Il governatore generale Theo Lane scosse la testa. Sfiorò con sicurezza l'onnicomando e lo skimmer scese a spirale verso il centro di Keats vecchia. — Era peggio che inutile — disse. — Era pericolosa. Non sono rimasto troppo sconvolto, quando la "Terza Combattenti" non è tornata. Appena sono atterrati i fanti della FORCE:terra e i marines, ho disarmato quei criminali della FAD. Erano responsabili della maggior parte dei saccheggi. Ecco laggiù il posto dove faremo colazione e continueremo il discorso.

Lo skimmer si abbassò sul fiume, girò in tondo un'ultima volta e atterrò morbidamente nel cortile di un antico edificio di pietra e di legno e di finestre disegnate con fantasia: da Cicero. Prima che Lane ne dicesse a Hunt il nome, avevo riconosciuto il locale, perché i pellegrini erano passati da lì: l'antico ristorante/bar/albergo si trovava nel cuore di Jacktown e si estendeva su nove piani in quattro edifici, con balconi e banchine e scuri passaggi pedonali di legno weir che scavalcavano da un lato il pigro Hoolie e dall'altro vicoli e vicoletti.
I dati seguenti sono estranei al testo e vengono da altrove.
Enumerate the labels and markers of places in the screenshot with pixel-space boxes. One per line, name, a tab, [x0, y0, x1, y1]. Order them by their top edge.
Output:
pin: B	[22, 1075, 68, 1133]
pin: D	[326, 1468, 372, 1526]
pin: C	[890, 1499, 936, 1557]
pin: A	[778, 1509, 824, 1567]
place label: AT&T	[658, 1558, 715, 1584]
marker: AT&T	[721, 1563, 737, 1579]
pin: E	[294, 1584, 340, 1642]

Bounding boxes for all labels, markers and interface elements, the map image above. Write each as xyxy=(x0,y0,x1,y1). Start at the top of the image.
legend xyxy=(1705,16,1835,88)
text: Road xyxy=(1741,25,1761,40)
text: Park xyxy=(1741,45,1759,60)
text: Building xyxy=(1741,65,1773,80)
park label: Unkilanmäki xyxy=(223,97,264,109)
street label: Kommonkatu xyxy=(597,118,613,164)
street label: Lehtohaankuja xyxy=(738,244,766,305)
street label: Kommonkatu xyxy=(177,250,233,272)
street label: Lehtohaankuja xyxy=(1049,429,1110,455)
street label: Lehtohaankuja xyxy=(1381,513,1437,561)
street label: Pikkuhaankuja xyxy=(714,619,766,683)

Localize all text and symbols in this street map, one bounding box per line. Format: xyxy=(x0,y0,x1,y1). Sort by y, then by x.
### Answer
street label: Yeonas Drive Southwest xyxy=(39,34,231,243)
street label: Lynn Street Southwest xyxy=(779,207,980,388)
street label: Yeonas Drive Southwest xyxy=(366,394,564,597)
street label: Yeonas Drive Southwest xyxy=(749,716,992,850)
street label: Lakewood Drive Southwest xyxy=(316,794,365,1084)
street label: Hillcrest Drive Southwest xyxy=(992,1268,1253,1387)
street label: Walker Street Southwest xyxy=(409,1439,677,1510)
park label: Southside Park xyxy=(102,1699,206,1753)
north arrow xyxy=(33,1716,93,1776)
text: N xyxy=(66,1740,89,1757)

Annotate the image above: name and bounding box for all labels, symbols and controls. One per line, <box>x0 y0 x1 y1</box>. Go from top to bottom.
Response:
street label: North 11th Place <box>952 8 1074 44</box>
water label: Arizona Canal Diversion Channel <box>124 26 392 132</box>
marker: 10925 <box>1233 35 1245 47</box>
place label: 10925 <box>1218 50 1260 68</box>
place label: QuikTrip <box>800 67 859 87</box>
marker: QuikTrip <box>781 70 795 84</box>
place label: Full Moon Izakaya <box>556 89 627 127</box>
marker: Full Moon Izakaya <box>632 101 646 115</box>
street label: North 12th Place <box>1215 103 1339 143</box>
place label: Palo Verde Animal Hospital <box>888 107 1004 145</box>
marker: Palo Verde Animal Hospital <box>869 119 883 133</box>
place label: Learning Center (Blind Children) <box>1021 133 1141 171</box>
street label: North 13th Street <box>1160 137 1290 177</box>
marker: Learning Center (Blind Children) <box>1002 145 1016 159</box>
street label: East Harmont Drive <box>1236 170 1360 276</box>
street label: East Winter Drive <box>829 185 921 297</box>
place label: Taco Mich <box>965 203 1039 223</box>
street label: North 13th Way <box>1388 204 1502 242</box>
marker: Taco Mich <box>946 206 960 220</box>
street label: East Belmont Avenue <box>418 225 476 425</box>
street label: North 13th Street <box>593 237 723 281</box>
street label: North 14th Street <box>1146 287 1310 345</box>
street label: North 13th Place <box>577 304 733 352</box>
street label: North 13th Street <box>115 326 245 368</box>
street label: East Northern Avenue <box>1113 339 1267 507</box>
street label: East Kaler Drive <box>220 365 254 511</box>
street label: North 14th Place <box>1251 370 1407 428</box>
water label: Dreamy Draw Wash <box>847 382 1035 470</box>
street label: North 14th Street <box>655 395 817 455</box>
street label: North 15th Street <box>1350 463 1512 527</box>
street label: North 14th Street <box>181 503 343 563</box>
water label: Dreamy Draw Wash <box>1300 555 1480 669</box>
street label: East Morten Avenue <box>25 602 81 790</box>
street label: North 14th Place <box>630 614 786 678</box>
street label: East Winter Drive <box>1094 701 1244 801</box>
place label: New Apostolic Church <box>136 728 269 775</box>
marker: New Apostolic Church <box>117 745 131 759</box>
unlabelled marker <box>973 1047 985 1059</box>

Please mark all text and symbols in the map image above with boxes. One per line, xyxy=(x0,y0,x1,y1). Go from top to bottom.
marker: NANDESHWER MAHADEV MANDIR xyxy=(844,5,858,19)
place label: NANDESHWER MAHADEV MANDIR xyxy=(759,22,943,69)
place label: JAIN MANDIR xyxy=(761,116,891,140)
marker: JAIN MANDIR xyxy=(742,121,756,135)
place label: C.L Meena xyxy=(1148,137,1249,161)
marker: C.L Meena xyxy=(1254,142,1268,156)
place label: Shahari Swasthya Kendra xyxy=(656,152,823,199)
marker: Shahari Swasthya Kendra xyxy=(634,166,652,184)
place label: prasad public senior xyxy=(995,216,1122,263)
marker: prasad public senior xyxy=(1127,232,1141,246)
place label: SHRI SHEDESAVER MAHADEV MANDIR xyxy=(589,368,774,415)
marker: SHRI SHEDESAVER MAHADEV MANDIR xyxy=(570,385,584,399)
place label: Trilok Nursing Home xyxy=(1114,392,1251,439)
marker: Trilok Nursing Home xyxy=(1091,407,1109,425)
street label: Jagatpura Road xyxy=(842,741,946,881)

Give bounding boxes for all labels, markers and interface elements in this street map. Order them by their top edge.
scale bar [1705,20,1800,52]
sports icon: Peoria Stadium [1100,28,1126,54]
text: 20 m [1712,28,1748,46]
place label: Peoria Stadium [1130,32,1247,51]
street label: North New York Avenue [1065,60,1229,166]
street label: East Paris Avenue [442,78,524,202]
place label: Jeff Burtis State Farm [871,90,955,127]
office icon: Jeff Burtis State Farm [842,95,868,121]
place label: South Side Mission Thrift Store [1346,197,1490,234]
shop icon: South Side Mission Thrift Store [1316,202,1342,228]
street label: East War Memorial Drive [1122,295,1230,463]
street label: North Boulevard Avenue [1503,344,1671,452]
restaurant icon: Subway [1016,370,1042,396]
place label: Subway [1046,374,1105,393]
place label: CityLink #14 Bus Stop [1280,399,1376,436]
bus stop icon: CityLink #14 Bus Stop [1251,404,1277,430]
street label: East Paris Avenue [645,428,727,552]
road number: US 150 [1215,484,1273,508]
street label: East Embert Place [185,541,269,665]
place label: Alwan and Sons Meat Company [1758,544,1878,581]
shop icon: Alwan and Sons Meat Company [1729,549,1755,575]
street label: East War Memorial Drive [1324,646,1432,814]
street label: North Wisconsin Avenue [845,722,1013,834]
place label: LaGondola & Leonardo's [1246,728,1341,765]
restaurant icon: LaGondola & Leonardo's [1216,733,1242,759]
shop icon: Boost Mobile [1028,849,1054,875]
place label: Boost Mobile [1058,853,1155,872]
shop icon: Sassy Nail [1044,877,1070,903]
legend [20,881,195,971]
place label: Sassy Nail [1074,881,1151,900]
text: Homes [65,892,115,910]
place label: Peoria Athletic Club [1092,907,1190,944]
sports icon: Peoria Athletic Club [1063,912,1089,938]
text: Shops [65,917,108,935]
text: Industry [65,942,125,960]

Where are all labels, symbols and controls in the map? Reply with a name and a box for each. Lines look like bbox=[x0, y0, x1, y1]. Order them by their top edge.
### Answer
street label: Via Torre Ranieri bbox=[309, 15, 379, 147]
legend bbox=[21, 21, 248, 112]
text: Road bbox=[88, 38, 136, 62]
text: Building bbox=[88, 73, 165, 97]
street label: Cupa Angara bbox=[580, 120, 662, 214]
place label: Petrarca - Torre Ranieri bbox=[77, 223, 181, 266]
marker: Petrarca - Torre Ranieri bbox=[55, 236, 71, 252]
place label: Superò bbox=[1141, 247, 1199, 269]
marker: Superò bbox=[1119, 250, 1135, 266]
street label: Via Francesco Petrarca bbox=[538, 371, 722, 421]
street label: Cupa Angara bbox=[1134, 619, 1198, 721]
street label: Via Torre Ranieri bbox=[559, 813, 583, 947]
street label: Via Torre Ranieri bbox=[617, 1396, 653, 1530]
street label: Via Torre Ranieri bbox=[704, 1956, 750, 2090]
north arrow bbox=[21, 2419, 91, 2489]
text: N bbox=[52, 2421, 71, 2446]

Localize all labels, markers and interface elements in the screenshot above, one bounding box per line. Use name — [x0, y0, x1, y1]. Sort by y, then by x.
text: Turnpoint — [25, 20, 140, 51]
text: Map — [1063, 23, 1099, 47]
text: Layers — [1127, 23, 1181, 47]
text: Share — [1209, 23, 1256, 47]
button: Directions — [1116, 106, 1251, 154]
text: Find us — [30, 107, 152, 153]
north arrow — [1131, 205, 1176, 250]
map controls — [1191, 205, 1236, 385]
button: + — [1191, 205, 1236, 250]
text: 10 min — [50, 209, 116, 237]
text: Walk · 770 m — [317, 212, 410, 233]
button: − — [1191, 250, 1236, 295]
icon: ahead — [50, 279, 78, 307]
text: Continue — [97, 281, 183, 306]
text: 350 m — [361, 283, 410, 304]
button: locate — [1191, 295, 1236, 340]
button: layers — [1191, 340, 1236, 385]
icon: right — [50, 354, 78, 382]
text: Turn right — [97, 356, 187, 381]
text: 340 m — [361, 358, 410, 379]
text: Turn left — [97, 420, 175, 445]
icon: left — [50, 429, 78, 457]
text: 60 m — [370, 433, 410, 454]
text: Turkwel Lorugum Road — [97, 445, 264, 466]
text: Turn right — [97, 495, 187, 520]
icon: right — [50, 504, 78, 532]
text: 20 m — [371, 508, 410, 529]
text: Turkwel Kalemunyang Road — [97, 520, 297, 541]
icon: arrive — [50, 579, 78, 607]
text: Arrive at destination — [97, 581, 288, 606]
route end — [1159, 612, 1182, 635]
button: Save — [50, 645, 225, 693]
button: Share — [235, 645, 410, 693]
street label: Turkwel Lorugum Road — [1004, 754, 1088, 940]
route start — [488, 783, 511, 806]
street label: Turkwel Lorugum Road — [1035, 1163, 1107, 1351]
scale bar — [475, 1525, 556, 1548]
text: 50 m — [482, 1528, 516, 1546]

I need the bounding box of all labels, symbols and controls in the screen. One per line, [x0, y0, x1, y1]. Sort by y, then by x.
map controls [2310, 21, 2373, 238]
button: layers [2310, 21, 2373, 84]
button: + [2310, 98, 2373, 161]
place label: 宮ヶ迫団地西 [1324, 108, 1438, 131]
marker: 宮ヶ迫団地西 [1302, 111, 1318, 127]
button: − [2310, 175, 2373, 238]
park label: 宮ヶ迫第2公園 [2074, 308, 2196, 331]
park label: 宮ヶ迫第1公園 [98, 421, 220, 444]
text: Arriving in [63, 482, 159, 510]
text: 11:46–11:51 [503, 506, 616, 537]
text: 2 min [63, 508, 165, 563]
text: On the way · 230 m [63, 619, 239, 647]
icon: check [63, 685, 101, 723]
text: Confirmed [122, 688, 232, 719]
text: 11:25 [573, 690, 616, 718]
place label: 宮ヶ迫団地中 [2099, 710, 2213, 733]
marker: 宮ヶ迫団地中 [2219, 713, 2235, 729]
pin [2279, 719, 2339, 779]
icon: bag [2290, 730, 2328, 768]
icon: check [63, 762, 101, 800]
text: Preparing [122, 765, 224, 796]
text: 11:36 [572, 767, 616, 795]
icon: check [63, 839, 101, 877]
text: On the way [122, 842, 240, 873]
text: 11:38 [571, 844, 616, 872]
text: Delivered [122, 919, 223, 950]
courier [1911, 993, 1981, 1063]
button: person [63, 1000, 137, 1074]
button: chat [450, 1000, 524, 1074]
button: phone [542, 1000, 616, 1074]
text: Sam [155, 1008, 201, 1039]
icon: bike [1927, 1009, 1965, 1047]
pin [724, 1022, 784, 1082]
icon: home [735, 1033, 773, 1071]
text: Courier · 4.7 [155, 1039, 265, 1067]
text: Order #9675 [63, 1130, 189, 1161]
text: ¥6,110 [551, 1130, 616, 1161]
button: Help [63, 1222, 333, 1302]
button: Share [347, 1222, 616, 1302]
Cicero era più antico della faccia di pietra di re Billy il Triste; i séparé bui e le cantine erano stati la vera casa del Console, negli anni di esilio sul pianeta.

Stan Leweski ci accolse sulla porta del cortile. Alto e massiccio, faccia scura e segnata dagli anni come le pareti di pietra di Cicero, Leweski s'identificava col proprio locale, come prima di lui avevano fatto suo padre, suo nonno, suo bisnonno.

— Diavolo! — esclamò il gigante; diede al governatore generale dittatore de facto Theo Lane una manata sulla spalla tanto forte da farlo barcollare. — Stamattina si è alzalo presto, tanto per cambiare, eh? Porta due amici a colazione? Benvenuti da Cicero! — La manona di Stan Leweski inghiottì quella di Hunt e la mia, con una stretta che mi spinse a controllare dita e giunture in cerca di danni. — O è tardi, tempo Rete, per voi? — vociò. — Forse preferite un apertivo o volete cenare?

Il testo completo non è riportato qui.